Stored data:
▬▬▬

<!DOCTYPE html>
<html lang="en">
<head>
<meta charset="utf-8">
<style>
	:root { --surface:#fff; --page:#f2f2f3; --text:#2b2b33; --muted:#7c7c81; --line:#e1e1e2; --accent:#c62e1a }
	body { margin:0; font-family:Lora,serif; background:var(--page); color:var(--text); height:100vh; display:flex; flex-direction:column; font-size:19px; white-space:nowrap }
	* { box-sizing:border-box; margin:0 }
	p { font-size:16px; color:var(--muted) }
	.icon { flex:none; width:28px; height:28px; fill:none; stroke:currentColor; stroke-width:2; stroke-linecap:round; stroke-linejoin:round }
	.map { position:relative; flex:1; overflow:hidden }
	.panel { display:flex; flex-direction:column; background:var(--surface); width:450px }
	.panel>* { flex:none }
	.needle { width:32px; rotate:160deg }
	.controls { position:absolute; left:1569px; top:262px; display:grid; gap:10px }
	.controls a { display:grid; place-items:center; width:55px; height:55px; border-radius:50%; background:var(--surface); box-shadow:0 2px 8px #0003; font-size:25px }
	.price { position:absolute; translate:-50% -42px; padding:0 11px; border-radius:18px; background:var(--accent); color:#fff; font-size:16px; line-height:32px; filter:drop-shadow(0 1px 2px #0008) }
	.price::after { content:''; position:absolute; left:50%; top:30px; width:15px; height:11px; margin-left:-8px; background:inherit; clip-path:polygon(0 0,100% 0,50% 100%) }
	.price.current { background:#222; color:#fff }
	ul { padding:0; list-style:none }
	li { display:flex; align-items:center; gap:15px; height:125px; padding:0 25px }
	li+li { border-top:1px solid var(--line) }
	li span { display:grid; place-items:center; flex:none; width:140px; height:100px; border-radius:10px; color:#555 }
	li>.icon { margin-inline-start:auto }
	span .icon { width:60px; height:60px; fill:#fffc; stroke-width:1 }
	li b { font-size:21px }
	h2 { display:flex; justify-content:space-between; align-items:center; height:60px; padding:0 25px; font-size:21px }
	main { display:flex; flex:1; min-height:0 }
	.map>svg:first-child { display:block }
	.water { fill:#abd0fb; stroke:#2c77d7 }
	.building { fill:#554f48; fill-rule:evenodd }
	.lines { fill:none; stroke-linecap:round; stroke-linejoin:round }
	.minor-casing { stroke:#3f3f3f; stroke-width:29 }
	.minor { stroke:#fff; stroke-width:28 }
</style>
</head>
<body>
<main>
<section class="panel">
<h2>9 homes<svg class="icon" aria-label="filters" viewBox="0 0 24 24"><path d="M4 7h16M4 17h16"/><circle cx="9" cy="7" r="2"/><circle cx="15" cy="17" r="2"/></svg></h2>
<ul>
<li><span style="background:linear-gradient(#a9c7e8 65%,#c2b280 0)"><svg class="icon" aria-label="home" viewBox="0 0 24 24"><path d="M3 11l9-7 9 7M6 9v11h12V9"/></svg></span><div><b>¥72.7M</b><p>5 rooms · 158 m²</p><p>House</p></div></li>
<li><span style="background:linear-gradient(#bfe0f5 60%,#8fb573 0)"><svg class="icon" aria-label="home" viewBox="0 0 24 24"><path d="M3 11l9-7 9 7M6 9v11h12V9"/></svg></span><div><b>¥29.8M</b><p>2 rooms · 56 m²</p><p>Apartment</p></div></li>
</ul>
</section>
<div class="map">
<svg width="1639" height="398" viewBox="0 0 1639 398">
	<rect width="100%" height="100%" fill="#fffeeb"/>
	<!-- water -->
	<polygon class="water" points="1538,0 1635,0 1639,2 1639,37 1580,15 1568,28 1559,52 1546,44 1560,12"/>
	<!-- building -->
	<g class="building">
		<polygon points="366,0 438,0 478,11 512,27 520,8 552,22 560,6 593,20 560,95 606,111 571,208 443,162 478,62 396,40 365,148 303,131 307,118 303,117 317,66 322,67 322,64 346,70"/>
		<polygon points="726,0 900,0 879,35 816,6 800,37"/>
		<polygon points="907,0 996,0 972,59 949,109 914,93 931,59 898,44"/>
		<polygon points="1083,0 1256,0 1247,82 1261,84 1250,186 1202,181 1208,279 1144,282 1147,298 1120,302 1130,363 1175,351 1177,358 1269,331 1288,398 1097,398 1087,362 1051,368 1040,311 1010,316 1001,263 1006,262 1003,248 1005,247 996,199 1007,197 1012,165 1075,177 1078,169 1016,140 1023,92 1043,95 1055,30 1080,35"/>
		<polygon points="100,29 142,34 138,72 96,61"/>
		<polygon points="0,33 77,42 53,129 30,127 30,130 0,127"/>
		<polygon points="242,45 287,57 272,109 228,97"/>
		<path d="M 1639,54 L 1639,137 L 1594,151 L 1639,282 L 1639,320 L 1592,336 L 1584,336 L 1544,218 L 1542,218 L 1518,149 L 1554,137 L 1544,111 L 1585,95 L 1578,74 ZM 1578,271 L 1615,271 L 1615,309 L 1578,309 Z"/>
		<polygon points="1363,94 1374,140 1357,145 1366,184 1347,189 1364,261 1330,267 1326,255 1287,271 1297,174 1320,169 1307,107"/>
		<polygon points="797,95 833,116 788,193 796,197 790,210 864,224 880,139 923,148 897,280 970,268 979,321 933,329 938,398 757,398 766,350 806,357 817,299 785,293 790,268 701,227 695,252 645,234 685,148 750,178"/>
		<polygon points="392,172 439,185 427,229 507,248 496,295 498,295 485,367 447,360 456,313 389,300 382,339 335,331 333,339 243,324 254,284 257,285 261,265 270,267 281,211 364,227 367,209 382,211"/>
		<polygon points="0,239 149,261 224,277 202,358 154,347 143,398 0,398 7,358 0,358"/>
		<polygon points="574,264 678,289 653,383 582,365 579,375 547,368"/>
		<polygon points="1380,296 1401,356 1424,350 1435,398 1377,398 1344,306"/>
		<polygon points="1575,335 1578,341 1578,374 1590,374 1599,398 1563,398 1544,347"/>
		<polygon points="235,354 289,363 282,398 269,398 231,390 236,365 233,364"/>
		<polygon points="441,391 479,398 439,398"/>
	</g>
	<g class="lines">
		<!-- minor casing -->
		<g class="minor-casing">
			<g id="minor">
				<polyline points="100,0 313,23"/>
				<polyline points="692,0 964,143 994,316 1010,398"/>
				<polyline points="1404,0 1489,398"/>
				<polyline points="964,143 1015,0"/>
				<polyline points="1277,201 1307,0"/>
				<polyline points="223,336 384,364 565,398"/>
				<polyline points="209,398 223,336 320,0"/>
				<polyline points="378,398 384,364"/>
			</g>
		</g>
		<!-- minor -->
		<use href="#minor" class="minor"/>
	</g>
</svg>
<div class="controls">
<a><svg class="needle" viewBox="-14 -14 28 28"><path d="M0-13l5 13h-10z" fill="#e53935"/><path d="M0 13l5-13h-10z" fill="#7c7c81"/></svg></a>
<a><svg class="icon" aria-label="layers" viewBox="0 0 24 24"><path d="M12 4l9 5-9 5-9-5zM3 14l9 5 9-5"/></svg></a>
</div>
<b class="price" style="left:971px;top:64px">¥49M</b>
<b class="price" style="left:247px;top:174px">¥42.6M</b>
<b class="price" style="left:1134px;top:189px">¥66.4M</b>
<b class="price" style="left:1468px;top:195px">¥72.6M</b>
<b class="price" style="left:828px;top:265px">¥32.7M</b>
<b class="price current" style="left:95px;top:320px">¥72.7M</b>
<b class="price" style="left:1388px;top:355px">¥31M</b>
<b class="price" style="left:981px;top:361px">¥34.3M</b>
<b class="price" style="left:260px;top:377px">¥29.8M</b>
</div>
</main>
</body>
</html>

▬▬▬

Set the entries down again exactly, beginning with their first line and ending with the line that contains "position:relative; flex:1; overflow:hidden"; omit all other lines.

The completed task:
<!DOCTYPE html>
<html lang="en">
<head>
<meta charset="utf-8">
<style>
	:root { --surface:#fff; --page:#f2f2f3; --text:#2b2b33; --muted:#7c7c81; --line:#e1e1e2; --accent:#c62e1a }
	body { margin:0; font-family:Lora,serif; background:var(--page); color:var(--text); height:100vh; display:flex; flex-direction:column; font-size:19px; white-space:nowrap }
	* { box-sizing:border-box; margin:0 }
	p { font-size:16px; color:var(--muted) }
	.icon { flex:none; width:28px; height:28px; fill:none; stroke:currentColor; stroke-width:2; stroke-linecap:round; stroke-linejoin:round }
	.map { position:relative; flex:1; overflow:hidden }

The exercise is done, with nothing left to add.